[Brief] Whenever a line of the listing contains the string "icon", return that line.

[Exercise data]
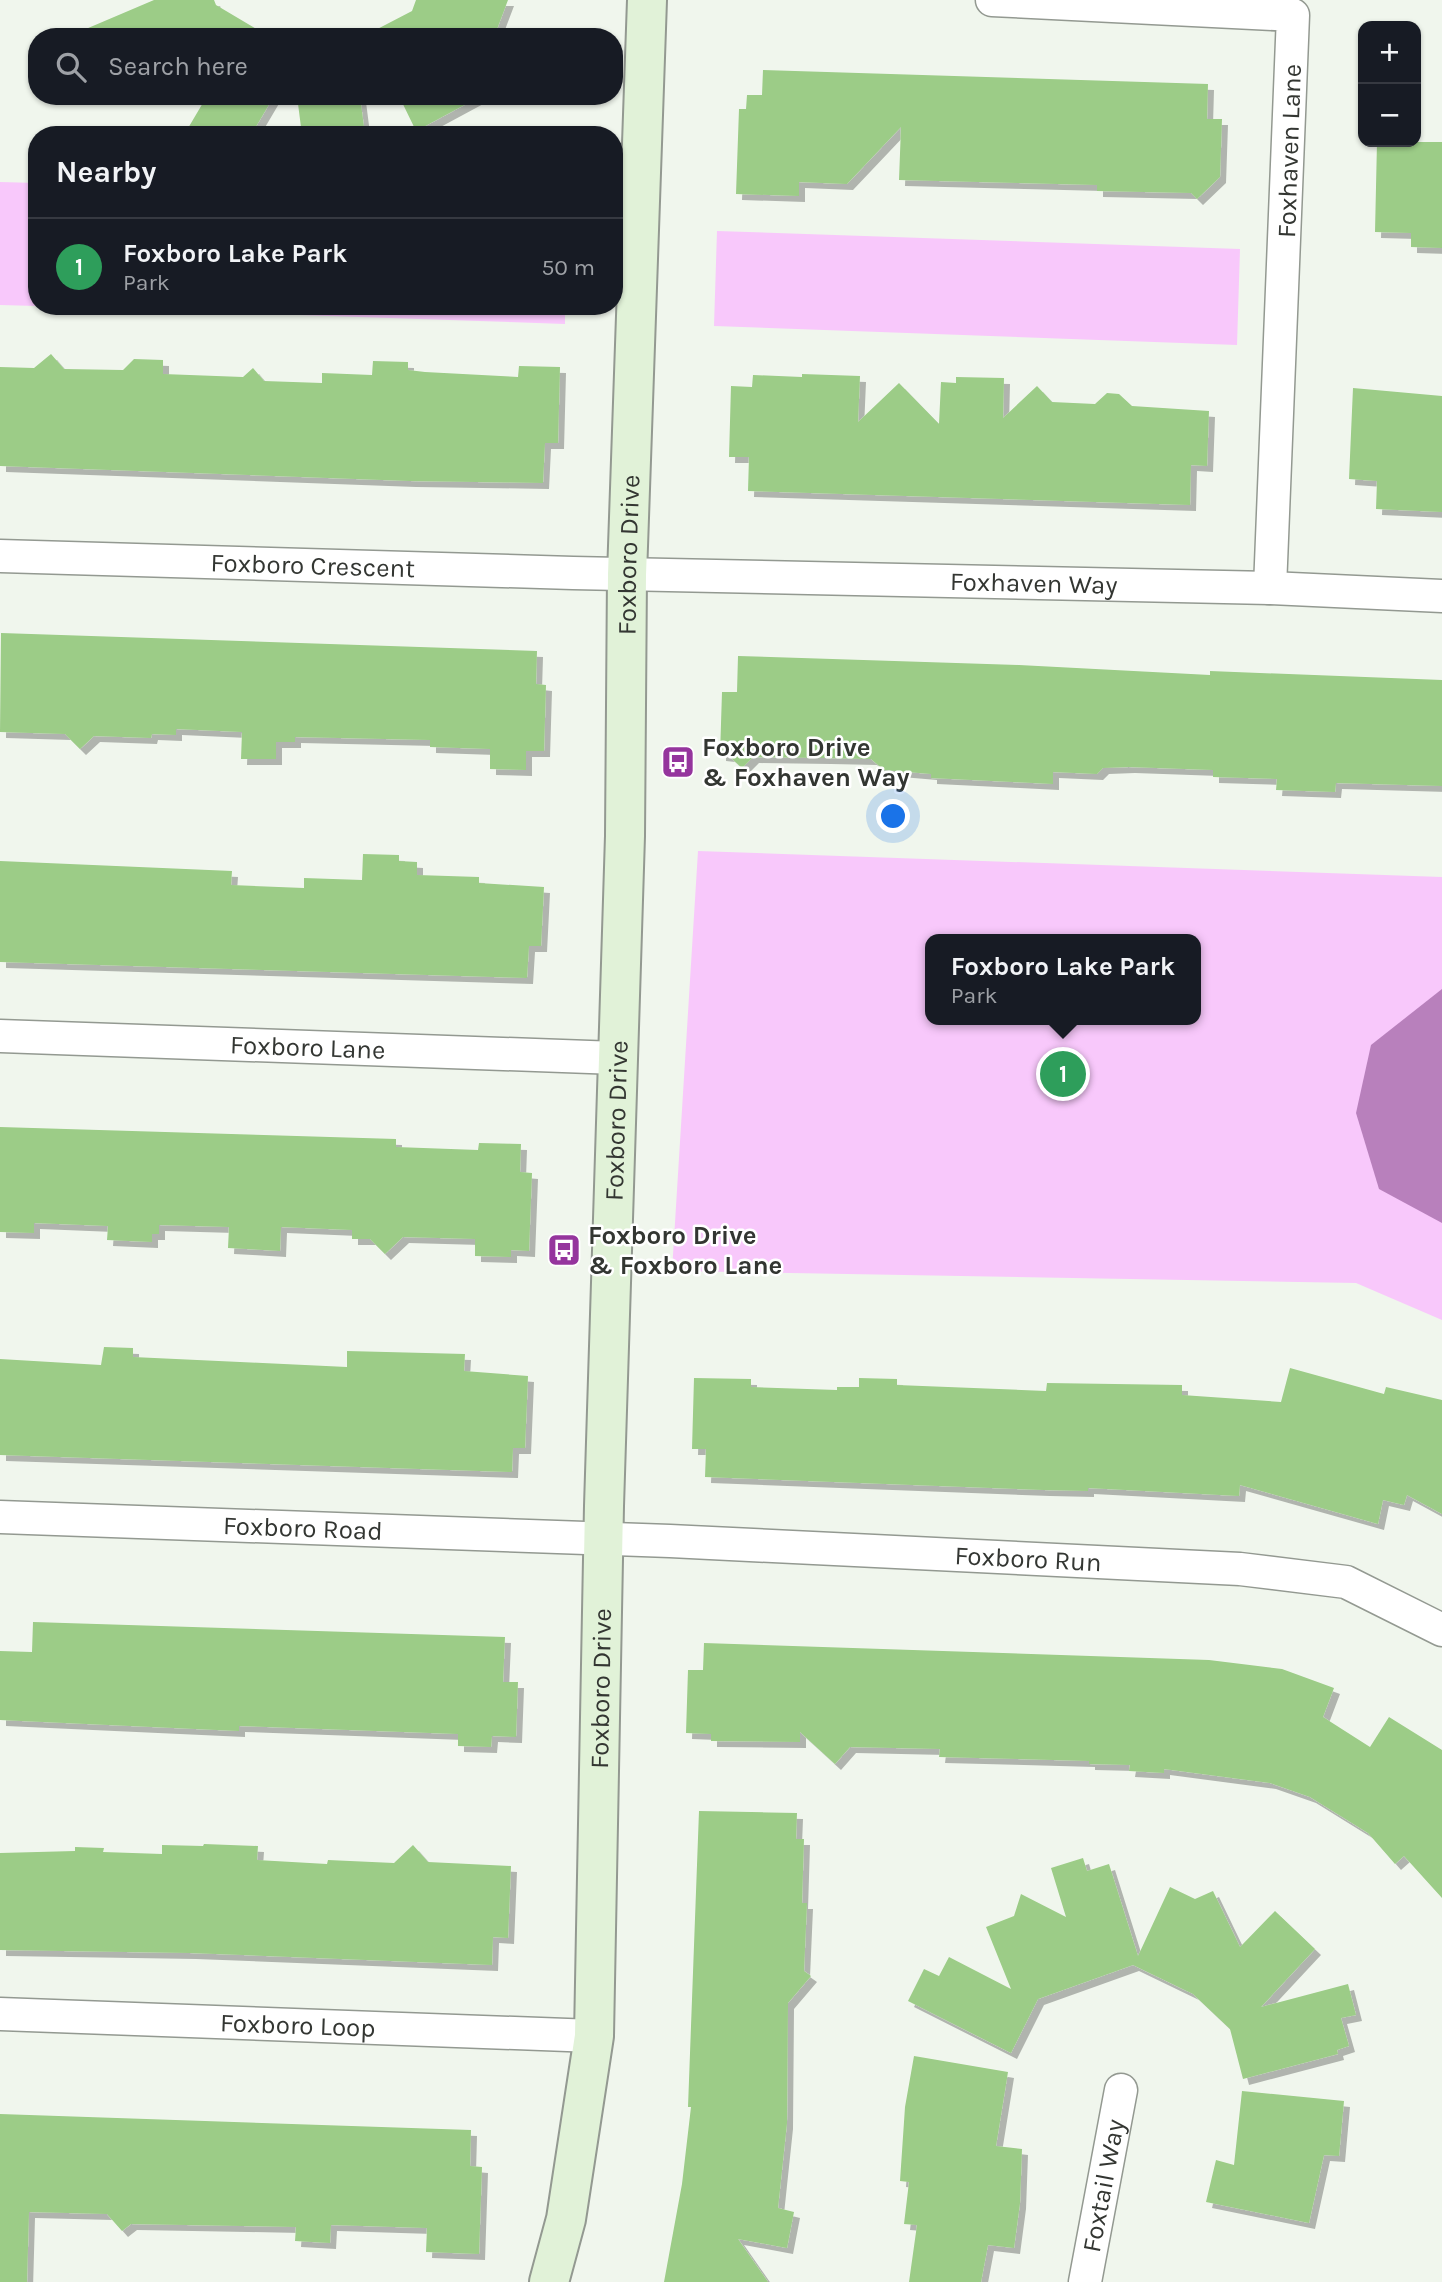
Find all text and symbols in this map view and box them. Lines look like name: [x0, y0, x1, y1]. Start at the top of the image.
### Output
map controls: [1358, 21, 1421, 147]
button: +: [1358, 21, 1421, 84]
search box: [28, 28, 623, 105]
icon: search: [52, 48, 90, 86]
text: Search here: [108, 51, 248, 82]
street label: Foxhaven Lane: [1271, 63, 1308, 239]
button: −: [1358, 84, 1421, 147]
text: Nearby: [56, 154, 156, 190]
text: Foxboro Lake Park: [123, 238, 347, 269]
text: 1: [75, 254, 83, 281]
text: 50 m: [541, 254, 595, 281]
text: Park: [123, 269, 170, 296]
street label: Foxboro Drive: [612, 474, 646, 635]
street label: Foxboro Crescent: [210, 547, 416, 584]
street label: Foxhaven Way: [949, 566, 1118, 601]
place label: Foxboro Drive & Foxhaven Way: [702, 732, 909, 793]
bus stop icon: Foxboro Drive & Foxhaven Way: [659, 743, 697, 781]
your location: [876, 799, 910, 833]
popup: [925, 934, 1201, 1025]
text: Foxboro Lake Park: [951, 951, 1175, 982]
text: Park: [951, 982, 998, 1009]
street label: Foxboro Lane: [230, 1029, 386, 1066]
street label: Foxboro Drive: [599, 1040, 635, 1201]
pin: 1: [1040, 1048, 1086, 1100]
place label: Foxboro Drive & Foxboro Lane: [588, 1220, 782, 1281]
bus stop icon: Foxboro Drive & Foxboro Lane: [545, 1231, 583, 1269]
street label: Foxboro Road: [222, 1510, 383, 1547]
street label: Foxboro Run: [954, 1540, 1102, 1578]
street label: Foxboro Drive: [584, 1608, 618, 1769]
street label: Foxboro Loop: [219, 2007, 376, 2044]
street label: Foxtail Way: [1076, 2117, 1131, 2255]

[Your response]
icon: search: [52, 48, 90, 86]
bus stop icon: Foxboro Drive & Foxhaven Way: [659, 743, 697, 781]
bus stop icon: Foxboro Drive & Foxboro Lane: [545, 1231, 583, 1269]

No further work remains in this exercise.